SOURCE DATA:
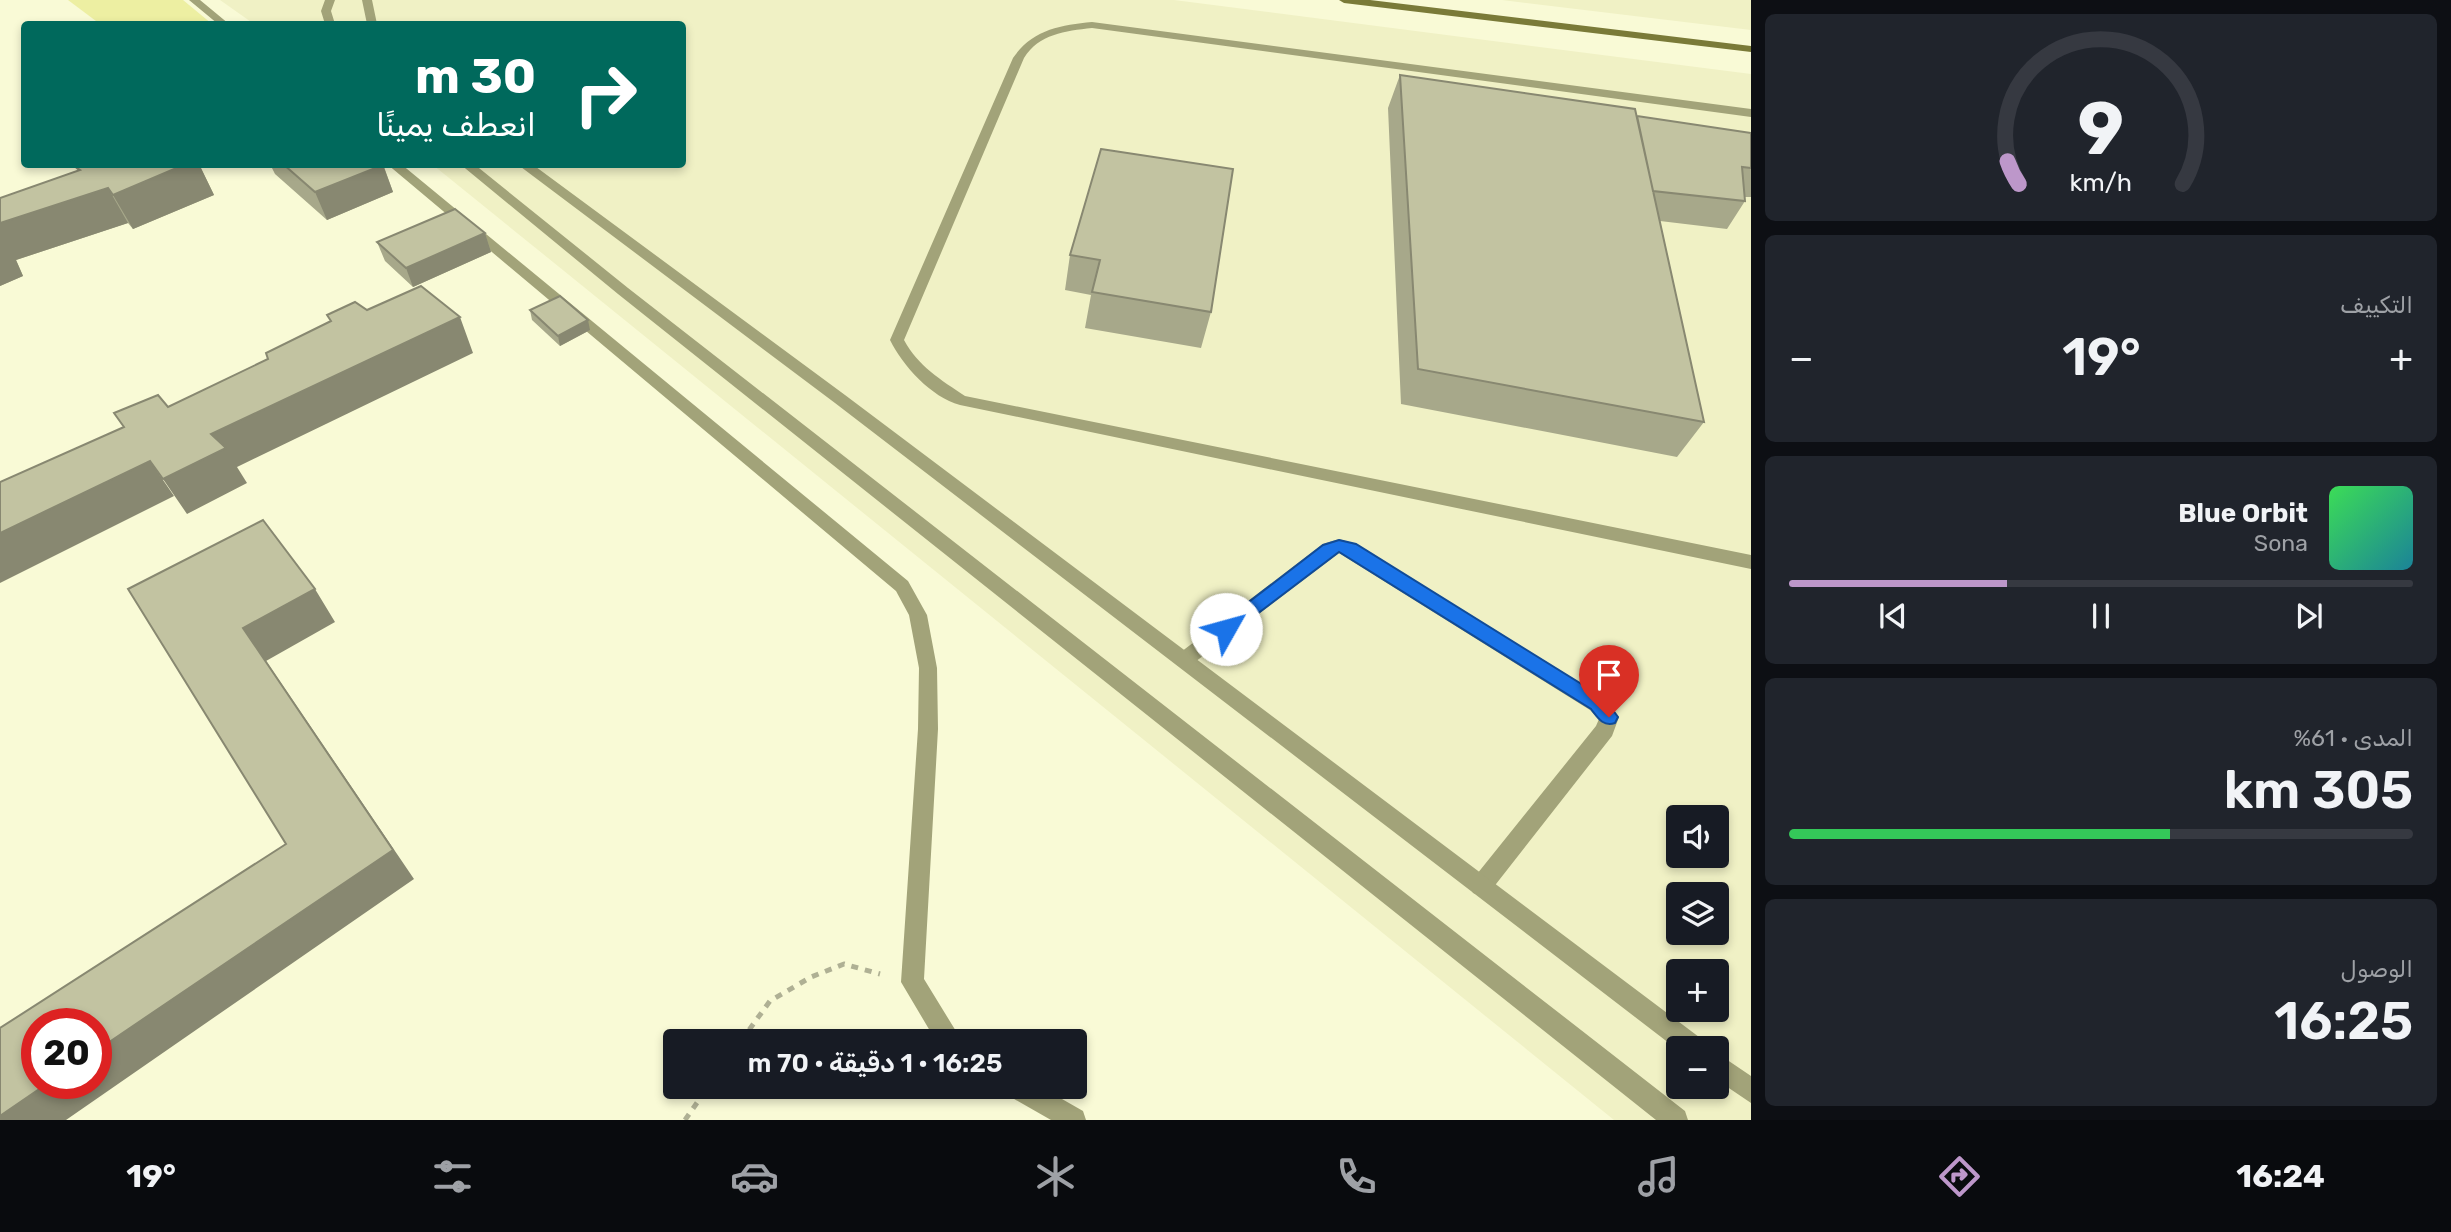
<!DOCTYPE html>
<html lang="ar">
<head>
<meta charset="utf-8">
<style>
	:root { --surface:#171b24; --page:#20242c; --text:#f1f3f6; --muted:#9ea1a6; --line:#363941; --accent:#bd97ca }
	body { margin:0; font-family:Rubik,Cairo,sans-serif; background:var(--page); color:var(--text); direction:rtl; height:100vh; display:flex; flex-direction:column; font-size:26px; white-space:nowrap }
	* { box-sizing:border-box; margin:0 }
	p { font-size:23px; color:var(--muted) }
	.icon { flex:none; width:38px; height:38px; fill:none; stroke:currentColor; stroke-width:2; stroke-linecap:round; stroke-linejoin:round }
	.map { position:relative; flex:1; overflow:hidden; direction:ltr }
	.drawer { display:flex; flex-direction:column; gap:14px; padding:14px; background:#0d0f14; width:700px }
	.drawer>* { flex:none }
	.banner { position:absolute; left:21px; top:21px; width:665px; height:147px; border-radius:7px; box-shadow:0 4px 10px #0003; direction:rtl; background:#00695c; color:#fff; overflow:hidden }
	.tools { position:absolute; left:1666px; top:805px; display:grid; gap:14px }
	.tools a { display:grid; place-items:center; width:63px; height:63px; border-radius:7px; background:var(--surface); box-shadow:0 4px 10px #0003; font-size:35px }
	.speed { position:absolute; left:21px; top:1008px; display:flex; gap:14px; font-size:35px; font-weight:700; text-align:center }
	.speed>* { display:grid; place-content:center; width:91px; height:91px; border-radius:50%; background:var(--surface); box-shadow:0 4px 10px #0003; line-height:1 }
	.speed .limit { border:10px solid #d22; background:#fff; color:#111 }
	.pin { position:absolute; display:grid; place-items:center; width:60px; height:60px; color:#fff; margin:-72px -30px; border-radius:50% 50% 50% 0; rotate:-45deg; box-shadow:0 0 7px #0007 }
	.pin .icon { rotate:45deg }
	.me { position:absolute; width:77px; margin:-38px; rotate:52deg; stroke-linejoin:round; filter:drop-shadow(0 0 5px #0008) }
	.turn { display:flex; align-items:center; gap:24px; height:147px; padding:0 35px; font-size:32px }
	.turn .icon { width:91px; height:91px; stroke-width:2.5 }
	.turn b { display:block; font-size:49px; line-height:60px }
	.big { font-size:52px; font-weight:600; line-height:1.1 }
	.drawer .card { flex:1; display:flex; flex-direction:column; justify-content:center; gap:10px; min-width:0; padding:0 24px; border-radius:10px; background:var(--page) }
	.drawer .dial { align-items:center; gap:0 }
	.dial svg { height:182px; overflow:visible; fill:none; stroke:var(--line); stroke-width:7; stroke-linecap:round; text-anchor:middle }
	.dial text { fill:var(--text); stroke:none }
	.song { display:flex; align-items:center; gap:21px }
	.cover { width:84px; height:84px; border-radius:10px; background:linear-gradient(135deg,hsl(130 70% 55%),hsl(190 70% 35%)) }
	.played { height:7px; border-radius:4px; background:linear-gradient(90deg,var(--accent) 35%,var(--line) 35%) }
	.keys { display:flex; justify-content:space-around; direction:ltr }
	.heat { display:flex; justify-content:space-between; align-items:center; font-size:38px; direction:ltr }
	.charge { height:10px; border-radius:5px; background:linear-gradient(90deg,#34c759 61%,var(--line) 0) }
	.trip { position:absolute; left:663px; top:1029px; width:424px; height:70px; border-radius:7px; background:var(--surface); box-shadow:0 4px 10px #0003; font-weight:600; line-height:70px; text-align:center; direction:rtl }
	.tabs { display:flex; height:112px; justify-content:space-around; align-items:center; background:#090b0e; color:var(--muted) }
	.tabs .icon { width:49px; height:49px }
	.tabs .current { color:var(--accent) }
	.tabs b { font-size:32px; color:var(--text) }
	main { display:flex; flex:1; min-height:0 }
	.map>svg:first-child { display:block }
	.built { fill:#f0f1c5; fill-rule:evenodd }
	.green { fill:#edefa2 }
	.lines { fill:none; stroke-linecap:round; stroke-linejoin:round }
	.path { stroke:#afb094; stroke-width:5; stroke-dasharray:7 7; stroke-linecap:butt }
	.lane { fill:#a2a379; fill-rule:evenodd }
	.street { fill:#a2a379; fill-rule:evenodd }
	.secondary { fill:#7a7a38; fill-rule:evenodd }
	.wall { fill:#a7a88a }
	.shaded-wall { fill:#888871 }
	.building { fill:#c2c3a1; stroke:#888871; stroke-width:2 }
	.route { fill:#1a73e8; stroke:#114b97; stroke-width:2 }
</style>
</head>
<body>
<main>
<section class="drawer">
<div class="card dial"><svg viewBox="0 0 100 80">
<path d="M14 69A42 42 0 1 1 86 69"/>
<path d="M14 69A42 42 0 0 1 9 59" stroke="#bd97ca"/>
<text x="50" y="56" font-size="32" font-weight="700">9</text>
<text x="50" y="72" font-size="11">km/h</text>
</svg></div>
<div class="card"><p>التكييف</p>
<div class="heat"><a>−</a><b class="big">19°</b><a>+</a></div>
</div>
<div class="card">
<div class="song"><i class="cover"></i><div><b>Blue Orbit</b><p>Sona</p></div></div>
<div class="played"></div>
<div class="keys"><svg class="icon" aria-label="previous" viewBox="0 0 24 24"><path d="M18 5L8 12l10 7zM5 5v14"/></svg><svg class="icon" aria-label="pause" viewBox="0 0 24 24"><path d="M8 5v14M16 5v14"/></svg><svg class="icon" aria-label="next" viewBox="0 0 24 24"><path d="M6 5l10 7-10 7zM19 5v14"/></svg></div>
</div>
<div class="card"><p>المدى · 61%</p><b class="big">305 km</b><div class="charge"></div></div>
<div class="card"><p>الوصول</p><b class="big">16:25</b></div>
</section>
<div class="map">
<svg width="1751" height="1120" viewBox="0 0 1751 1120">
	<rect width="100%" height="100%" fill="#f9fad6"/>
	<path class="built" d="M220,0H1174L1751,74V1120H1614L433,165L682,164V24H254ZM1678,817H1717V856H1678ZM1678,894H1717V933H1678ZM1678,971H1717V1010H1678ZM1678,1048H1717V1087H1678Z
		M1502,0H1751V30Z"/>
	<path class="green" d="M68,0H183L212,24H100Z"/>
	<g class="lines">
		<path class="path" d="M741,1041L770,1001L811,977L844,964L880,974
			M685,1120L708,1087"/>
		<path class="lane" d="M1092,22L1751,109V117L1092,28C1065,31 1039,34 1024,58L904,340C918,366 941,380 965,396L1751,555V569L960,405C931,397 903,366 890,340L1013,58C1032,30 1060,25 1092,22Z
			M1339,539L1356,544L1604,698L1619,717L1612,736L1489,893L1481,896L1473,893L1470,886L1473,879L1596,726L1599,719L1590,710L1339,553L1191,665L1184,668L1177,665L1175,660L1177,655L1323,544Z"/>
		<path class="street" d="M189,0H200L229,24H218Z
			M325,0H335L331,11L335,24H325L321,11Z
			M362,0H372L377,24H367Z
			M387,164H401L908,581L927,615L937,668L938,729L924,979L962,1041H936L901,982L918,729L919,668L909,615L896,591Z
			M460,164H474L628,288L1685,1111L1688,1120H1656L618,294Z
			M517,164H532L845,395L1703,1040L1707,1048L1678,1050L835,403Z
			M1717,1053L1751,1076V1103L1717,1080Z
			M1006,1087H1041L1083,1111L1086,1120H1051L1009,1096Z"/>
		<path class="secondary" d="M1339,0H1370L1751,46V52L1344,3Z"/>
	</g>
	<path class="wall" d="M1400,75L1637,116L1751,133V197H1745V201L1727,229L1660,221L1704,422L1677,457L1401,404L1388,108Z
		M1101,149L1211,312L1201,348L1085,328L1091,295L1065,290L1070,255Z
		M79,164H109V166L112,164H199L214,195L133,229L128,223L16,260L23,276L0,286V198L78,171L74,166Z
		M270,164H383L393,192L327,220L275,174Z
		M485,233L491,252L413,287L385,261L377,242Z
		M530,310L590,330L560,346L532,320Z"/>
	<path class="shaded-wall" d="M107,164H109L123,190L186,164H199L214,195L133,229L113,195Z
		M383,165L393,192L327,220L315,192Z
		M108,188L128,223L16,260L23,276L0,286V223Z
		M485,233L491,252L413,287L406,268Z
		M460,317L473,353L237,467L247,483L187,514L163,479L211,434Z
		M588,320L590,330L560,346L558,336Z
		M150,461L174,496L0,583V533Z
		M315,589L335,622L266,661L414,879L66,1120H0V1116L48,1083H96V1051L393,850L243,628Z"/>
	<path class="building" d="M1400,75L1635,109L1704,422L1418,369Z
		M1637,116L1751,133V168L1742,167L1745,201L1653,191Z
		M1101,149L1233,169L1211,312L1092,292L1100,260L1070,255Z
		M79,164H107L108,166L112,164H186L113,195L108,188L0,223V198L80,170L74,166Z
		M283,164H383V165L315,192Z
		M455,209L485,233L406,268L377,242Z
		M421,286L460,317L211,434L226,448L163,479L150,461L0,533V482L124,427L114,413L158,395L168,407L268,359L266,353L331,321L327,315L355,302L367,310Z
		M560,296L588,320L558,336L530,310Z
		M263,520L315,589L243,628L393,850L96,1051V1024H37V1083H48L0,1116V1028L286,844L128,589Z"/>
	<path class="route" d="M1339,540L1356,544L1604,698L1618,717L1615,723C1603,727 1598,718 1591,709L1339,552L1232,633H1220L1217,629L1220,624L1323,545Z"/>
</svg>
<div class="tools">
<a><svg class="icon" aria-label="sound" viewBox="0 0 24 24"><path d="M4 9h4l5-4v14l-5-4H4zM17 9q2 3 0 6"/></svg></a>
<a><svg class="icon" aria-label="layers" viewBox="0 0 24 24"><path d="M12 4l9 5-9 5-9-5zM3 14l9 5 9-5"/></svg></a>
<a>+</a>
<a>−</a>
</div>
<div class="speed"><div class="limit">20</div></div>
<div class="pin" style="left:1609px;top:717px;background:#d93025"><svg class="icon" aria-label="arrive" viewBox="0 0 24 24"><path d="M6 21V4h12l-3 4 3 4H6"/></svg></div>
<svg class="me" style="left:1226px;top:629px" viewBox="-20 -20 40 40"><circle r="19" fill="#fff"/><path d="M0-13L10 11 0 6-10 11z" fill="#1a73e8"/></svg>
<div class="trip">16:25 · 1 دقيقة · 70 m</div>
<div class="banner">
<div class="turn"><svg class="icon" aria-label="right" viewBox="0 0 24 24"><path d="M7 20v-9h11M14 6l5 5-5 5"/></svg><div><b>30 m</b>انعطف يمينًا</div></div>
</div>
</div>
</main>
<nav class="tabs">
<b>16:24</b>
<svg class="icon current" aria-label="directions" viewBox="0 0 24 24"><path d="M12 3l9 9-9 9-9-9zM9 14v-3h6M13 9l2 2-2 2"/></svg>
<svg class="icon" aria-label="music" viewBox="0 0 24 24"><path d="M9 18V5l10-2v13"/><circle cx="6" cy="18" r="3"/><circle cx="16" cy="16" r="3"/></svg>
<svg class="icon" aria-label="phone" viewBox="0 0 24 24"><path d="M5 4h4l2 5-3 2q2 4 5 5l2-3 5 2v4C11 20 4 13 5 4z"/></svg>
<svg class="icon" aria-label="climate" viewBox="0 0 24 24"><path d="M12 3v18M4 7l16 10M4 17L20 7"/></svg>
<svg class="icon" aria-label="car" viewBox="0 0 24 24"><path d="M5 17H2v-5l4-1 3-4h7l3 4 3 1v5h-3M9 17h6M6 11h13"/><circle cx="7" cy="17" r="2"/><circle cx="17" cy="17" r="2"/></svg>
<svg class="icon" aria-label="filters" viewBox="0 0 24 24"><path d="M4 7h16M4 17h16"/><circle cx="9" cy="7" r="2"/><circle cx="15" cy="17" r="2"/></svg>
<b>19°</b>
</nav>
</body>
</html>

REQUIRED WORK:
How many lines of the listing above hold "cover"? Answer with the number alone.

RESULT OF THE EXERCISE:
2